Daniel doesn’t react. He wonders what Andre thinks of him. Deadweight? Worse? Maybe he’s so absorbed with what he’s doing that he doesn’t even have an opinion. “All right,” Daniel says. “One day, up and back, that’s it. You get us the ride, militias, whatever, I don’t care. If things look bad out there, I’m turning around, and you can do whatever the hell you want.”
Andre looks at him without expression. If Daniel was looking for approval—was he?—Andre wasn’t going to dole it out that easily. It was possible that he, Daniel, had just traded a trip up-country for absolutely nothing at all.
“You won’t regret this, mate, I promise,” Andre says, flicking his cigarette toward the road. “One day in, one day out.”
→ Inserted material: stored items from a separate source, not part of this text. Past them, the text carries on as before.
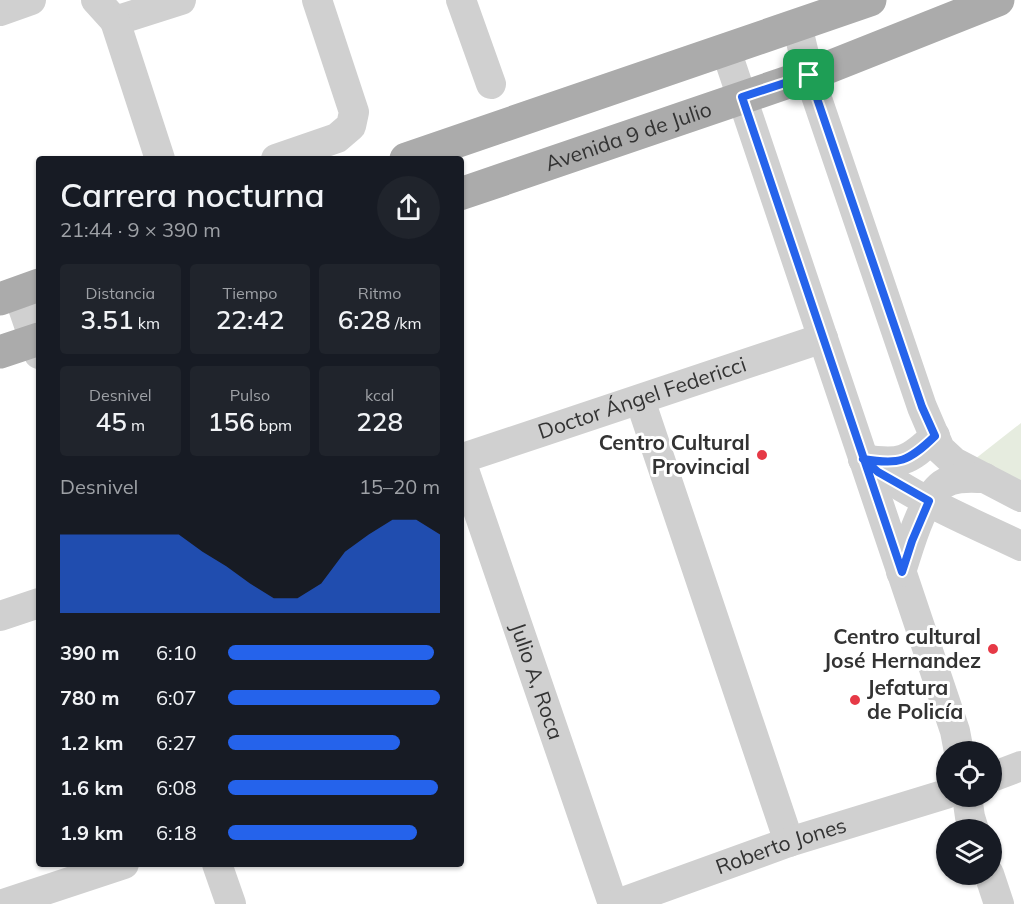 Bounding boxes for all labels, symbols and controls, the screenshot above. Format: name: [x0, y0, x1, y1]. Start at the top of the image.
pin: [783, 49, 834, 100]
icon: arrive: [792, 58, 825, 91]
street label: Avenida 9 de Julio: [542, 95, 715, 176]
text: Carrera nocturna: [60, 174, 325, 215]
button: share: [377, 176, 440, 239]
text: 21:44 · 9 × 390 m: [60, 217, 221, 242]
text: Distancia: [86, 283, 155, 303]
text: Tiempo: [223, 283, 277, 303]
text: Ritmo: [358, 283, 401, 303]
text: 3.51: [81, 303, 134, 336]
text: 22:42: [216, 303, 284, 336]
text: 6:28: [338, 303, 391, 336]
text: km: [134, 313, 160, 333]
text: /km: [391, 313, 422, 333]
street label: Doctor Ángel Federicci: [534, 351, 749, 444]
text: Desnivel: [89, 385, 152, 405]
text: Pulso: [230, 385, 270, 405]
text: kcal: [365, 385, 394, 405]
text: 45: [96, 405, 127, 438]
text: 156: [208, 405, 255, 438]
text: 228: [356, 405, 403, 438]
text: m: [127, 415, 145, 435]
text: bpm: [255, 415, 292, 435]
place label: Centro Cultural Provincial: [599, 429, 750, 479]
marker: Centro Cultural Provincial: [755, 448, 769, 462]
text: Desnivel: [60, 474, 138, 499]
text: 15–20 m: [359, 474, 440, 499]
street label: Julio A, Roca: [505, 619, 570, 743]
place label: Centro cultural José Hernandez: [823, 623, 981, 673]
text: 390 m: [60, 640, 119, 665]
text: 6:10: [156, 640, 197, 665]
marker: Centro cultural José Hernandez: [986, 642, 1000, 656]
place label: Jefatura de Policía: [867, 674, 963, 724]
text: 780 m: [60, 685, 119, 710]
text: 6:07: [156, 685, 197, 710]
marker: Jefatura de Policía: [848, 693, 862, 707]
text: 1.2 km: [60, 730, 123, 755]
text: 6:27: [156, 730, 197, 755]
map controls: [936, 741, 1002, 885]
button: locate: [936, 741, 1002, 807]
text: 1.6 km: [60, 775, 123, 800]
text: 6:08: [156, 775, 197, 800]
street label: Roberto Jones: [712, 811, 849, 879]
button: layers: [936, 819, 1002, 885]
text: 1.9 km: [60, 820, 123, 845]
text: 6:18: [156, 820, 197, 845]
Five soldiers are already on the pavement, milling around in the half-light. The APC coughs and shakes and belches smoke behind them. Daniel picks up his knapsack with his notebooks and flashlight and water bottle and slings it over his shoulder while keeping an eye on the captain. He’s walking around sour-faced. The captain climbs onto the APC and it jolts into first gear, then clanks out onto the old asphalt road. Daniel and Andre follow behind it, along with the rest of the soldiers. They’re only five minutes outside of Masiaka, and by the time they’re clustered in the red-dirt plaza, the first rays of the equatorial sun are touching the low brick-and-mortar buildings. They’ve been gutted by five years of war but were once an elegant colonial pink, with stone balustrades overlooking what must have once been the town marketplace. Someone has set up a PKM on a tripod on one of the balconies. Its ugly little barrel pokes out over the square like an admonishing finger.